Saved data entries
————————

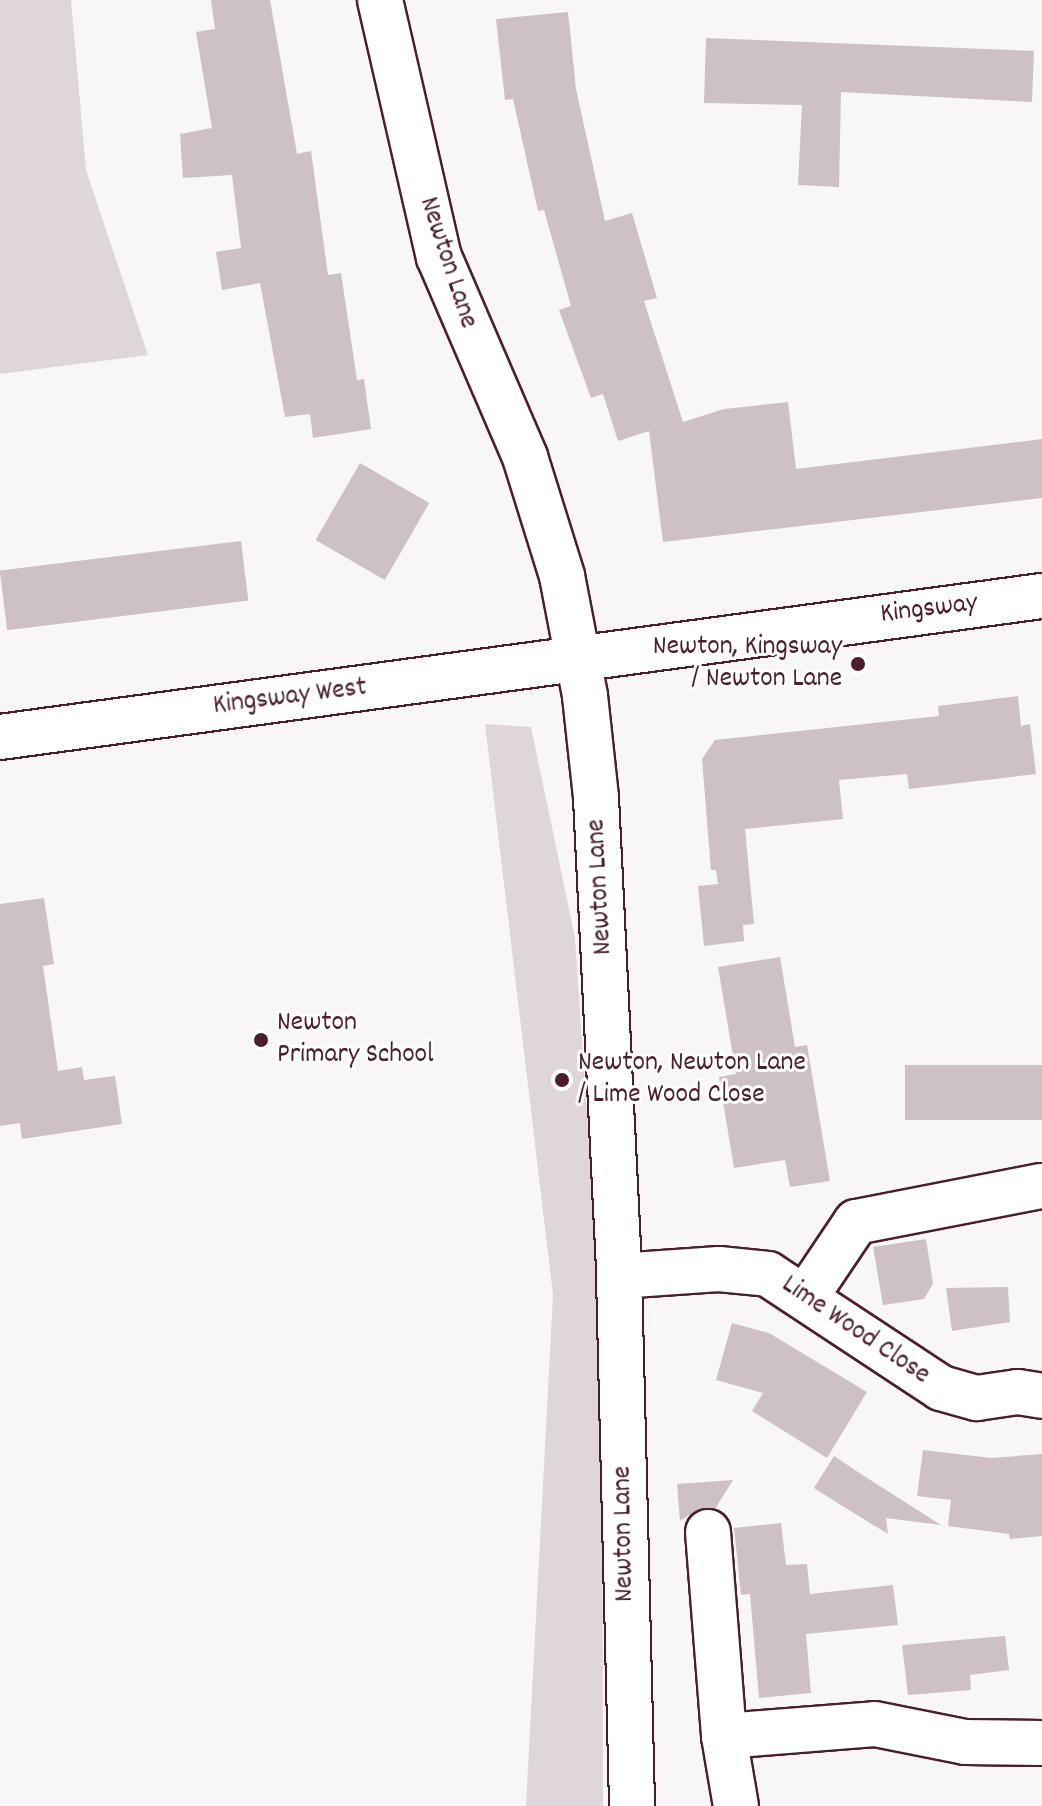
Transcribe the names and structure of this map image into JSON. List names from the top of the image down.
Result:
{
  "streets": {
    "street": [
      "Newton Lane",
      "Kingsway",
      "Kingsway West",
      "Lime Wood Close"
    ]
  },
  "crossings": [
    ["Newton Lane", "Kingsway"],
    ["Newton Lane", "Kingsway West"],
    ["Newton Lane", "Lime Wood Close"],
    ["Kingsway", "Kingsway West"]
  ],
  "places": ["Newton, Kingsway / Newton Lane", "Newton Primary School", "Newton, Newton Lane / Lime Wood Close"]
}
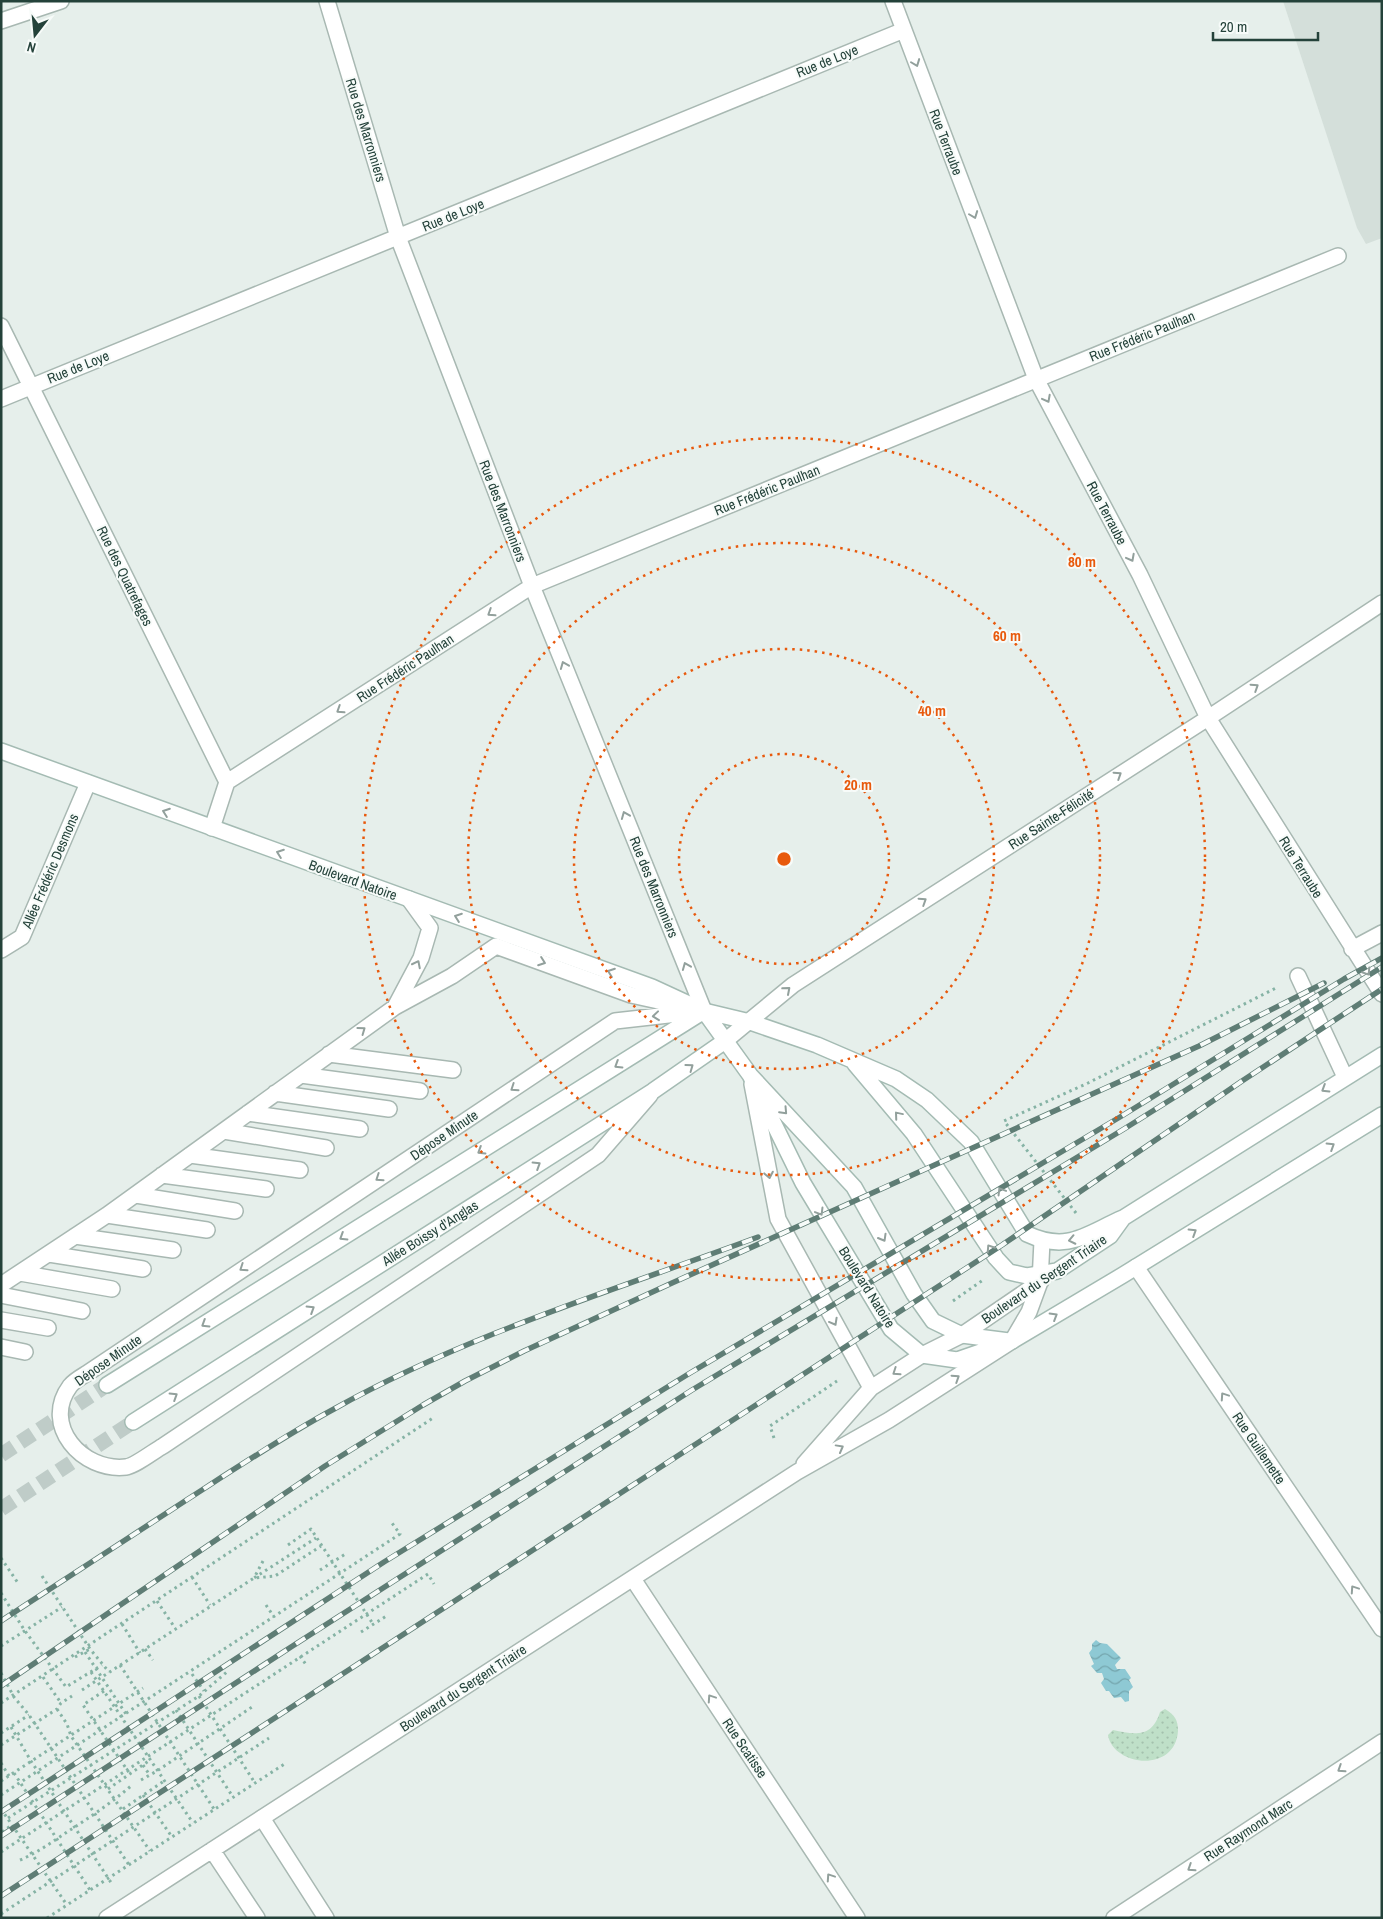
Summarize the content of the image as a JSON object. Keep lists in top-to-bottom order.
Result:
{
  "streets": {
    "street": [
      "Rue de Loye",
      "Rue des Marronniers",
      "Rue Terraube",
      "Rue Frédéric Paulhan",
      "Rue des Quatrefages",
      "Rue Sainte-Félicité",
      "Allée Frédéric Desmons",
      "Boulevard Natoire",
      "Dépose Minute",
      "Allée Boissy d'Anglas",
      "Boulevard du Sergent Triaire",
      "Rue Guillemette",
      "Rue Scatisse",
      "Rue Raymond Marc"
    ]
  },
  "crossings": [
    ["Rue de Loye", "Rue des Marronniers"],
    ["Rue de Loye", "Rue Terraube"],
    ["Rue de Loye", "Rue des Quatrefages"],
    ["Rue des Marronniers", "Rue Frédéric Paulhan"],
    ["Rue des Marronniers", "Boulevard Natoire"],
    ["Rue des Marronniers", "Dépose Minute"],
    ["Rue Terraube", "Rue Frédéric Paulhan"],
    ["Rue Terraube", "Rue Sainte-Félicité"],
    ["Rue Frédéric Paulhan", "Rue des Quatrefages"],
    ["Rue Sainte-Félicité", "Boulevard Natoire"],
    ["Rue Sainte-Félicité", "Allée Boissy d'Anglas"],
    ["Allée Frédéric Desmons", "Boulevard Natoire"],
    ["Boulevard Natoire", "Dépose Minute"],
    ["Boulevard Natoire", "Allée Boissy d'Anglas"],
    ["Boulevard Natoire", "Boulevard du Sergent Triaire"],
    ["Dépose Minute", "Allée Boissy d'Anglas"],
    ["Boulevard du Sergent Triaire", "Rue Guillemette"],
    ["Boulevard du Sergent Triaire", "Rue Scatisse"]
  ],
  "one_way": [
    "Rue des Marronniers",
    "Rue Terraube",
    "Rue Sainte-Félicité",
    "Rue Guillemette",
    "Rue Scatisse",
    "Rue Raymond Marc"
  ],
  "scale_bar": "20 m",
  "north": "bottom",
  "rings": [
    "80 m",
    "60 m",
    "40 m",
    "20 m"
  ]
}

————————

**Problem to work on:** The required output is the exact run of lines from the start of the records through the line containing "Summarize the content", both ends included, with no pictures.

**Response:**
Transcribe the names and structure of this map image into JSON. List names from the top of the image down.
Result:
{
  "streets": {
    "street": [
      "Newton Lane",
      "Kingsway",
      "Kingsway West",
      "Lime Wood Close"
    ]
  },
  "crossings": [
    ["Newton Lane", "Kingsway"],
    ["Newton Lane", "Kingsway West"],
    ["Newton Lane", "Lime Wood Close"],
    ["Kingsway", "Kingsway West"]
  ],
  "places": ["Newton, Kingsway / Newton Lane", "Newton Primary School", "Newton, Newton Lane / Lime Wood Close"]
}
Summarize the content of the image as a JSON object. Keep lists in top-to-bottom order.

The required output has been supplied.